С Ястребцевым у меня отношения сложились очень странные: не сказать, что он меня боготворил, но был к этому очень близок. Наверное, потому, что я (насколько знал, хотя знал и очень немного) подробно рассказывал ему о использовании и особенно о побочных эффектах "новых", еще никем не испытанных лекарств. Легко рассказывать то, что написано на листовках, вложенных во флаконы с лекарствами заботливой маминой подругой — но Александр Александрович с помощью пенициллина окончательно "зачистил" от сифилиса Собачью Балку, вылечив и тех, кому не помогла ртутная терапия. А в борьбе с весьма распространенной пневмонией изучил и случаи аллергии на препарат.
Так что я со спокойной душой отправил "родственника" вместо Берлина в Царицын с напутствием "дюжина уколов в задницу вас излечат, а боль от них — укрепит семейные узы". Очевидно, что Вера Николаевна уже сталкивалась с "флотскими традициями" насчет общения с работницами древнейшей профессии и все же больше переживала именно по поводу здоровья мужа (да и всей семьи). Так же очевидно, что Николай жене все рассказал по поводу предстоящего "гарантированного излечения": атмосфера в доме стала гораздо более спокойной. Ну а я, закончив все бюрократические дела, отбыл обратно в Америку, где и проторчал до октября.
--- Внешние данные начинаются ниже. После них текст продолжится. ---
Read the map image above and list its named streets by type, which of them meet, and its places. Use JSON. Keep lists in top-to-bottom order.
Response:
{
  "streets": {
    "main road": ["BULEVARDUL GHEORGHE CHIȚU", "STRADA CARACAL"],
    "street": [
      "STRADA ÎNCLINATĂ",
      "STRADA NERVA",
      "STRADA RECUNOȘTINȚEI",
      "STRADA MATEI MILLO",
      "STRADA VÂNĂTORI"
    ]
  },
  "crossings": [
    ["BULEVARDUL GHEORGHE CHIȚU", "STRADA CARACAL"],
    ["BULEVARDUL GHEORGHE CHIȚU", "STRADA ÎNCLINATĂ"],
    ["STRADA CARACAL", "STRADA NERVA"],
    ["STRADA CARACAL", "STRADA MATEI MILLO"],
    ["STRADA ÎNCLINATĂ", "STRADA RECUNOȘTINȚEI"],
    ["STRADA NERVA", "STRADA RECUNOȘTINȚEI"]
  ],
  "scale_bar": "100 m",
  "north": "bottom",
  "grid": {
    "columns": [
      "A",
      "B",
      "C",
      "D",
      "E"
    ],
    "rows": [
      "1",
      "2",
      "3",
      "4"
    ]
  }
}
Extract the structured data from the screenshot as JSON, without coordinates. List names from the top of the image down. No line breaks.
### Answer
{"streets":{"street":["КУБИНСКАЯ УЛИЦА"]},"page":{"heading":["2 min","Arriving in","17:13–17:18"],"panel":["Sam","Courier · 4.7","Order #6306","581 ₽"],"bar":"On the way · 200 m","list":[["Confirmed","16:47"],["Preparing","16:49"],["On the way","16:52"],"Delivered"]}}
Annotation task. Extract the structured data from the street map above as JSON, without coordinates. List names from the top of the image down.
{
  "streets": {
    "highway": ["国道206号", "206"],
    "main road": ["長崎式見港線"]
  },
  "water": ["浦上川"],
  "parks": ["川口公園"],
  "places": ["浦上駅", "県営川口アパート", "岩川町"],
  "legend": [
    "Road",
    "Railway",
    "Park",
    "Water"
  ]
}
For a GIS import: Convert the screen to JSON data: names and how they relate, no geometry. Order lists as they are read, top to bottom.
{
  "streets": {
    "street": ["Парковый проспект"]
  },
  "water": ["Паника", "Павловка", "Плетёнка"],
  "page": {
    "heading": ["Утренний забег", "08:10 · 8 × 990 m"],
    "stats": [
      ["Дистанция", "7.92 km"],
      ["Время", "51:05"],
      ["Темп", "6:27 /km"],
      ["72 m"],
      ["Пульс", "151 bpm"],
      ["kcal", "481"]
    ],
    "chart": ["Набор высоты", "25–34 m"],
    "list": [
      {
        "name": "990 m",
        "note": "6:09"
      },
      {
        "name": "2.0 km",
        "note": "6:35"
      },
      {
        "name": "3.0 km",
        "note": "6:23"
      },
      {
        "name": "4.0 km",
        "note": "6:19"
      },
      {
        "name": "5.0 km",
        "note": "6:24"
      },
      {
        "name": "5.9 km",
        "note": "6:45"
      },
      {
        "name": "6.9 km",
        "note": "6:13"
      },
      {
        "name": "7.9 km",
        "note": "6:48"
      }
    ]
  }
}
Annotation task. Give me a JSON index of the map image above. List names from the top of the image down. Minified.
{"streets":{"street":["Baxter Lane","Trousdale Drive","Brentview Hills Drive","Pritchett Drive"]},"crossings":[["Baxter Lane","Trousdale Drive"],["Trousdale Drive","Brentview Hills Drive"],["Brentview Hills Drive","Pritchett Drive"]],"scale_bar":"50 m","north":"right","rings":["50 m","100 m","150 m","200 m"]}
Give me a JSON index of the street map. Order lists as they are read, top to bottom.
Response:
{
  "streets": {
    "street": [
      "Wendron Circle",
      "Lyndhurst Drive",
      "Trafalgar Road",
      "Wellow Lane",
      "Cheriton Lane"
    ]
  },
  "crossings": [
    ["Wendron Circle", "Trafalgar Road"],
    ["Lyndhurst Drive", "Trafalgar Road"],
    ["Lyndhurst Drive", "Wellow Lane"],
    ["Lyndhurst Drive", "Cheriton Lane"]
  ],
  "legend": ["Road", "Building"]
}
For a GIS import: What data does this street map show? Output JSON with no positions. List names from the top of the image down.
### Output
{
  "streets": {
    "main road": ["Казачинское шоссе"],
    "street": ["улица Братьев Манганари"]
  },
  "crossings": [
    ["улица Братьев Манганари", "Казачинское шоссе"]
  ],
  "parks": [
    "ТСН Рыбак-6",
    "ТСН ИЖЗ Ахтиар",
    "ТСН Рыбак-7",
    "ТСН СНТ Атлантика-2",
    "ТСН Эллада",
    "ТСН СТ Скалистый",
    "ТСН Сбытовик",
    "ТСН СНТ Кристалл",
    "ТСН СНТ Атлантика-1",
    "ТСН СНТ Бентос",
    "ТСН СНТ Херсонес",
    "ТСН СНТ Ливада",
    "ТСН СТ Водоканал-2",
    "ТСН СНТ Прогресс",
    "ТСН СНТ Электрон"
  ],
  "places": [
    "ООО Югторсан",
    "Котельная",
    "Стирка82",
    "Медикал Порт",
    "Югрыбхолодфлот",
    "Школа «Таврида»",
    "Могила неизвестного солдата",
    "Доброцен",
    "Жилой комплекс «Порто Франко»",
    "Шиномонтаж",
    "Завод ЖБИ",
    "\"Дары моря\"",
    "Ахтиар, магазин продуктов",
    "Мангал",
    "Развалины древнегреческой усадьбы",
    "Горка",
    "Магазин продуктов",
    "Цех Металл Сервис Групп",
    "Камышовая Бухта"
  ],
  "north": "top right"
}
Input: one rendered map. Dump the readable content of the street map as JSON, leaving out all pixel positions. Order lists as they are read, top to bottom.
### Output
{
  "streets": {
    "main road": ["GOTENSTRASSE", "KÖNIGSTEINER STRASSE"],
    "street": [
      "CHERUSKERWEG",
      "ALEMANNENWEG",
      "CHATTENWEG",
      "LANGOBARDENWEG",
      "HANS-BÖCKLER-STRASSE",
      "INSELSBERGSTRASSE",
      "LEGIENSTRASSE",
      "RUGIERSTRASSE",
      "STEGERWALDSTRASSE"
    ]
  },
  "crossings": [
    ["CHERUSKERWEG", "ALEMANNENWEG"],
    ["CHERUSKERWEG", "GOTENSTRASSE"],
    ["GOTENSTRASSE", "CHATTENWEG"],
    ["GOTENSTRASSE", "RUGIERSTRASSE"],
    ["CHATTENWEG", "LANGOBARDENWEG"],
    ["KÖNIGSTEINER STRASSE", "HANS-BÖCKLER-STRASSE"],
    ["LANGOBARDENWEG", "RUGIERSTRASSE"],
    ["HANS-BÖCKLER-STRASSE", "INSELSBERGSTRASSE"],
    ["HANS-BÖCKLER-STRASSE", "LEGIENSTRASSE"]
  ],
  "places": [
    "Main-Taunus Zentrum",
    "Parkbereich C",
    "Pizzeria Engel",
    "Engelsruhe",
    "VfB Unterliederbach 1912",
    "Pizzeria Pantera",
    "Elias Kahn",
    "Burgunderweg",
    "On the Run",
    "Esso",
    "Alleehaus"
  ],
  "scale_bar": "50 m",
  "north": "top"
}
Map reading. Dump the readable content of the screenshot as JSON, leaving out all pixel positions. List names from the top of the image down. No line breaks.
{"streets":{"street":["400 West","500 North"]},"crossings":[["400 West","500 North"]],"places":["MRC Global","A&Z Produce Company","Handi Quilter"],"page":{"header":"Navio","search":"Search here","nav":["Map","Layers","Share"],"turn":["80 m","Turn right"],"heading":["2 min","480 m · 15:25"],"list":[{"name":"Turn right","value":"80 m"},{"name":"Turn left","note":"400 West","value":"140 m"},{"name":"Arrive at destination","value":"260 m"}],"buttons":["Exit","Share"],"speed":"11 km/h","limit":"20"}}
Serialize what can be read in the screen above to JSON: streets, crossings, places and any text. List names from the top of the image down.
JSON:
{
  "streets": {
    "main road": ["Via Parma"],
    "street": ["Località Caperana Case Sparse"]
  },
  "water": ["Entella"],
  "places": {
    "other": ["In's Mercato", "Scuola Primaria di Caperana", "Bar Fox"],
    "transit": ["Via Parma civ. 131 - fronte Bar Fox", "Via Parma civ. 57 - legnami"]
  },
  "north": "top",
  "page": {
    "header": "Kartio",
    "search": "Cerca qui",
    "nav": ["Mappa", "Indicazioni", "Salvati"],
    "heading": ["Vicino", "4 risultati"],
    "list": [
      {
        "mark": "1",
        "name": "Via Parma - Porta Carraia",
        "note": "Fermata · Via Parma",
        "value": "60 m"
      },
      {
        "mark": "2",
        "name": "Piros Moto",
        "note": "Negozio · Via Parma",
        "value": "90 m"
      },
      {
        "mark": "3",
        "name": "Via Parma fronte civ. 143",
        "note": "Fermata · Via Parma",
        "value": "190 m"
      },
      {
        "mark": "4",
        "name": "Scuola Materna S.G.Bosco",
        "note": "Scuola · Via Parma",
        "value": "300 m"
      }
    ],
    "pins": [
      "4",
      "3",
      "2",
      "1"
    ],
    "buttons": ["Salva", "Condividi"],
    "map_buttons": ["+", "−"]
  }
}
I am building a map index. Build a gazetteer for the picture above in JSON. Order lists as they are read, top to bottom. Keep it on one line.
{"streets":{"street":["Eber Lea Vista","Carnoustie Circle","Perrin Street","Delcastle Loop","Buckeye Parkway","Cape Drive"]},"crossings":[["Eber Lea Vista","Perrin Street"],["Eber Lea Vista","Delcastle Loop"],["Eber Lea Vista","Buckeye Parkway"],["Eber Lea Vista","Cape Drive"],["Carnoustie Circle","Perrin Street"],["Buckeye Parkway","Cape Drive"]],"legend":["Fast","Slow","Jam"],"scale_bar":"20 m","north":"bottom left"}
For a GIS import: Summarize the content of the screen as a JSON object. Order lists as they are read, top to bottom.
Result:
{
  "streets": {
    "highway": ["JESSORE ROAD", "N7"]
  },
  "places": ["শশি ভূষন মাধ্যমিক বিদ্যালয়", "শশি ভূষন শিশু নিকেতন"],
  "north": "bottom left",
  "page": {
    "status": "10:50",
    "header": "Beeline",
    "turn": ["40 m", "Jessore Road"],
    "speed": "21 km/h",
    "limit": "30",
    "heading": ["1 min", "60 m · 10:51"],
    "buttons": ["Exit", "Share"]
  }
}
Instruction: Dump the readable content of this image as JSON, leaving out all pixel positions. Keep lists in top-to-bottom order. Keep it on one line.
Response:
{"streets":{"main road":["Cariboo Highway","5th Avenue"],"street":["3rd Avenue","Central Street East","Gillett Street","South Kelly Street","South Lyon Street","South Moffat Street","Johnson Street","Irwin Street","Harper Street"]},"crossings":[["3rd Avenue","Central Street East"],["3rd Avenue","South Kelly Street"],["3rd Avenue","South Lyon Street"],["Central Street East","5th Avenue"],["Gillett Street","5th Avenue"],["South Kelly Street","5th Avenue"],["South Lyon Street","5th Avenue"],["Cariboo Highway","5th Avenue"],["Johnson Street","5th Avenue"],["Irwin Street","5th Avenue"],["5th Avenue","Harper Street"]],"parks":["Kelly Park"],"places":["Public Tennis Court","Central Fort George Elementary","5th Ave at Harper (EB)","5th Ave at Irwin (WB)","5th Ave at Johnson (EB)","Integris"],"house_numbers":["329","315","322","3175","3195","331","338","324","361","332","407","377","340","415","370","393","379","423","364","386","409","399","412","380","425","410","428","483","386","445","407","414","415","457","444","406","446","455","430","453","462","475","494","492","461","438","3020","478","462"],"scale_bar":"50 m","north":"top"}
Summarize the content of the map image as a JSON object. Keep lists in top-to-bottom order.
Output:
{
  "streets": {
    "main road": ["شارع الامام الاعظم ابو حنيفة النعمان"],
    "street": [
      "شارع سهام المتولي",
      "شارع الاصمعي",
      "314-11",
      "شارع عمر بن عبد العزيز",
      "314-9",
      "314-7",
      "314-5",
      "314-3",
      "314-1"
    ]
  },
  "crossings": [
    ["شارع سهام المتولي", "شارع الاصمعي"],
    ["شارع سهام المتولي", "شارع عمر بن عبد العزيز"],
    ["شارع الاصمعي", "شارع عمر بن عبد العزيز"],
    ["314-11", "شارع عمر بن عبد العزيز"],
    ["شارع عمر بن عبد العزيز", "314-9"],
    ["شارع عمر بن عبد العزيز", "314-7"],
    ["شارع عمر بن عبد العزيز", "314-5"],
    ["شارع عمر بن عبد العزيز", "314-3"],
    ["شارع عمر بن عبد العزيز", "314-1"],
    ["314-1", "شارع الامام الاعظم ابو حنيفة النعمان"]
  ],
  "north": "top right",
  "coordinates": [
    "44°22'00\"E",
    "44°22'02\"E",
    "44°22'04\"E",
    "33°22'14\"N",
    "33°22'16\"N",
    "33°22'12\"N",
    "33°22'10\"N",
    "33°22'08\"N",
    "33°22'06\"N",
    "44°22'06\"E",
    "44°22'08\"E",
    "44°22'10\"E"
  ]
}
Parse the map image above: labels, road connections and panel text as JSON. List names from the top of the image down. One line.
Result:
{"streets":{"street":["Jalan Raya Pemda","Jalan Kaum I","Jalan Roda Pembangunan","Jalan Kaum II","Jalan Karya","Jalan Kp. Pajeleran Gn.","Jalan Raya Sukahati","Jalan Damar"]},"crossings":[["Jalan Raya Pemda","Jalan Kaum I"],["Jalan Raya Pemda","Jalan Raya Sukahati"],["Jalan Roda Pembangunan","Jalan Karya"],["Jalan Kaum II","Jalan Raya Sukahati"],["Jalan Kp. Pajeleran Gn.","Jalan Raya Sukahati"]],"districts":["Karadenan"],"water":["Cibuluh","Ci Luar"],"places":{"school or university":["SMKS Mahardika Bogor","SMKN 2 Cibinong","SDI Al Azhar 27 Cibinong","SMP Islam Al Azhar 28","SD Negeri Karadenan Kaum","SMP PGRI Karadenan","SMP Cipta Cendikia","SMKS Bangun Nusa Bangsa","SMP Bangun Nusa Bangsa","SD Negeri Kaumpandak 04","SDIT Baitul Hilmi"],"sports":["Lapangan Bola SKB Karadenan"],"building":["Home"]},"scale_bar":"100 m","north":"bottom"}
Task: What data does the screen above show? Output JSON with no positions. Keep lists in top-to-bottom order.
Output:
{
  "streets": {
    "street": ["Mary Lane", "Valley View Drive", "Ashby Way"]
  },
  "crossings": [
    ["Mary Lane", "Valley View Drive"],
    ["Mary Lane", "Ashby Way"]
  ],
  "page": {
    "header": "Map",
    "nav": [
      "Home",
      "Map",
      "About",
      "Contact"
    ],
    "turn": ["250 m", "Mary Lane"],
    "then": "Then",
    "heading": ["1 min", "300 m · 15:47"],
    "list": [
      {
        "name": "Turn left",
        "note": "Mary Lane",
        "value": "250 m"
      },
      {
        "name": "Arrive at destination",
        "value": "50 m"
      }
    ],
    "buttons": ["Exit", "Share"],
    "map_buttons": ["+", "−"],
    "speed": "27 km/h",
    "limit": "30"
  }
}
А вернувшись обратно в Царицын, занялся подведением итогов года. Которые выглядели очень неплохо, даже при отсутствии новых "технологических прорывов".
Надежды на удвоение капитала, которые были у Мышки (и мечты о том же, бывшие у меня), не оправдались: за год, конечно, удалось изрядно заработать — но возросли и текущие расходы, так что на конец года Водянинов мои активы оценил всего в семьсот двадцать миллионов рублей. Это — включая иностранные активы. И с учетом зерна, стоимость которого в моих элеваторах составила, по оценке Сергея Игнатьевича, без малого семьдесят пять миллионов рублей. Правда я рассчитывал на большее, миллионов так на сто двадцать — но закупки у "колхозников" оказались гораздо меньше ожидаемых. Во-первых, пришлось изрядно потратиться на зарубежные заводы, а во-вторых, хлеботорговцы повысили закупочные цены до семидесяти и более копеек за пуд: рост цен на рубежом в связи с окончанием кризиса с лихвой компенсировал им "потери". Ну и ладно, зато крестьяне хоть немного, но обогатились — даже в условиях более низкого, чем в предыдущем году, урожая.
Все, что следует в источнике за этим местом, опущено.